TASK STATEMENT:
An exact copy of the listing below is needed, with no pictures in it.
★ ★ ★ ★
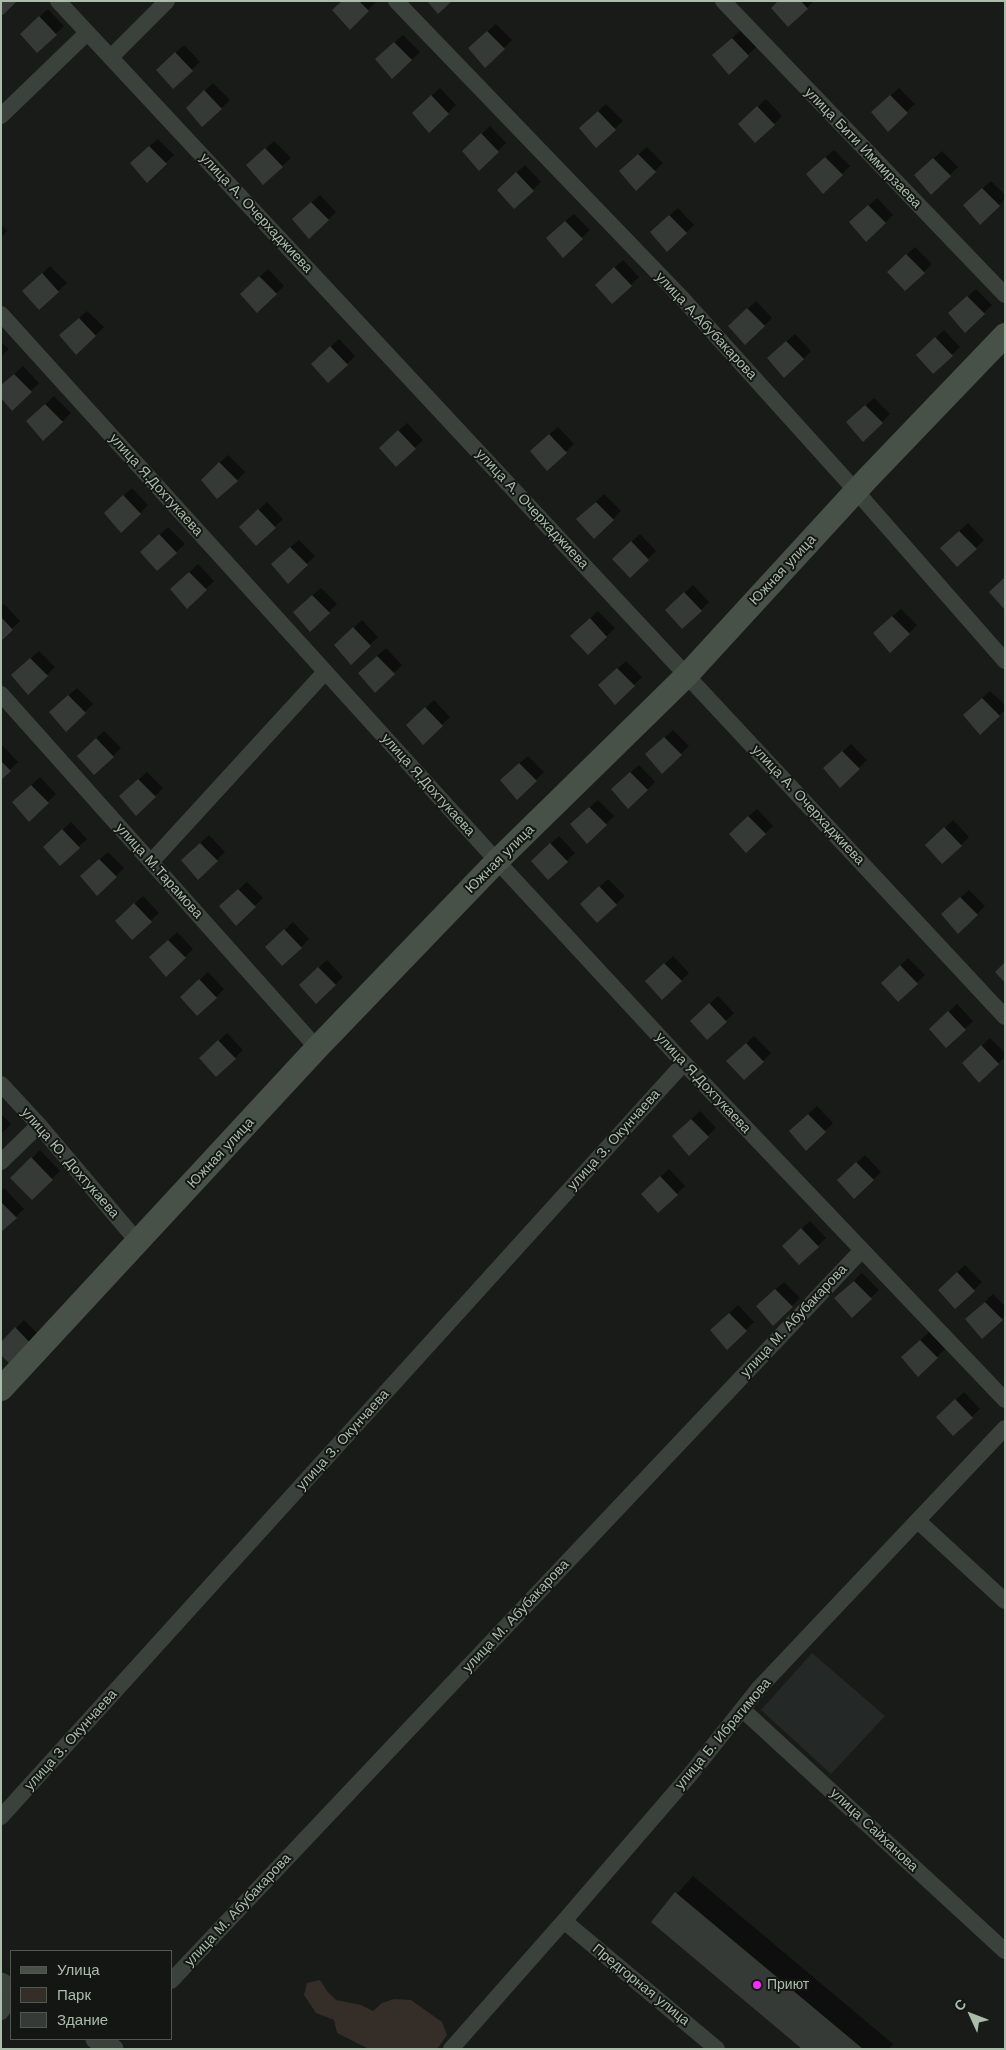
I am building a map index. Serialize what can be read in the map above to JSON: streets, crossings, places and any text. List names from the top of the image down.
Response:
{
  "streets": {
    "main road": ["Южная улица"],
    "street": [
      "улица Бити Иммирзаева",
      "улица А. Очерхаджиева",
      "улица А.Абубакарова",
      "улица Я.Дохтукаева",
      "улица М.Тарамова",
      "улица З. Окунчаева",
      "улица Ю. Дохтукаева",
      "улица М. Абубакарова",
      "улица Б. Ибрагимова",
      "улица Сайханова",
      "Предгорная улица"
    ]
  },
  "crossings": [
    ["улица А. Очерхаджиева", "Южная улица"],
    ["улица А.Абубакарова", "Южная улица"],
    ["улица Я.Дохтукаева", "Южная улица"],
    ["улица Я.Дохтукаева", "улица З. Окунчаева"],
    ["улица Я.Дохтукаева", "улица М. Абубакарова"],
    ["Южная улица", "улица М.Тарамова"],
    ["Южная улица", "улица Ю. Дохтукаева"],
    ["улица Б. Ибрагимова", "улица Сайханова"],
    ["улица Б. Ибрагимова", "Предгорная улица"]
  ],
  "places": ["Приют"],
  "legend": ["Улица", "Парк", "Здание"],
  "north": "top left"
}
★ ★ ★ ★
OUTPUT FOR THIS EXERCISE:
I am building a map index. Serialize what can be read in the map above to JSON: streets, crossings, places and any text. List names from the top of the image down.
Response:
{
  "streets": {
    "main road": ["Южная улица"],
    "street": [
      "улица Бити Иммирзаева",
      "улица А. Очерхаджиева",
      "улица А.Абубакарова",
      "улица Я.Дохтукаева",
      "улица М.Тарамова",
      "улица З. Окунчаева",
      "улица Ю. Дохтукаева",
      "улица М. Абубакарова",
      "улица Б. Ибрагимова",
      "улица Сайханова",
      "Предгорная улица"
    ]
  },
  "crossings": [
    ["улица А. Очерхаджиева", "Южная улица"],
    ["улица А.Абубакарова", "Южная улица"],
    ["улица Я.Дохтукаева", "Южная улица"],
    ["улица Я.Дохтукаева", "улица З. Окунчаева"],
    ["улица Я.Дохтукаева", "улица М. Абубакарова"],
    ["Южная улица", "улица М.Тарамова"],
    ["Южная улица", "улица Ю. Дохтукаева"],
    ["улица Б. Ибрагимова", "улица Сайханова"],
    ["улица Б. Ибрагимова", "Предгорная улица"]
  ],
  "places": ["Приют"],
  "legend": ["Улица", "Парк", "Здание"],
  "north": "top left"
}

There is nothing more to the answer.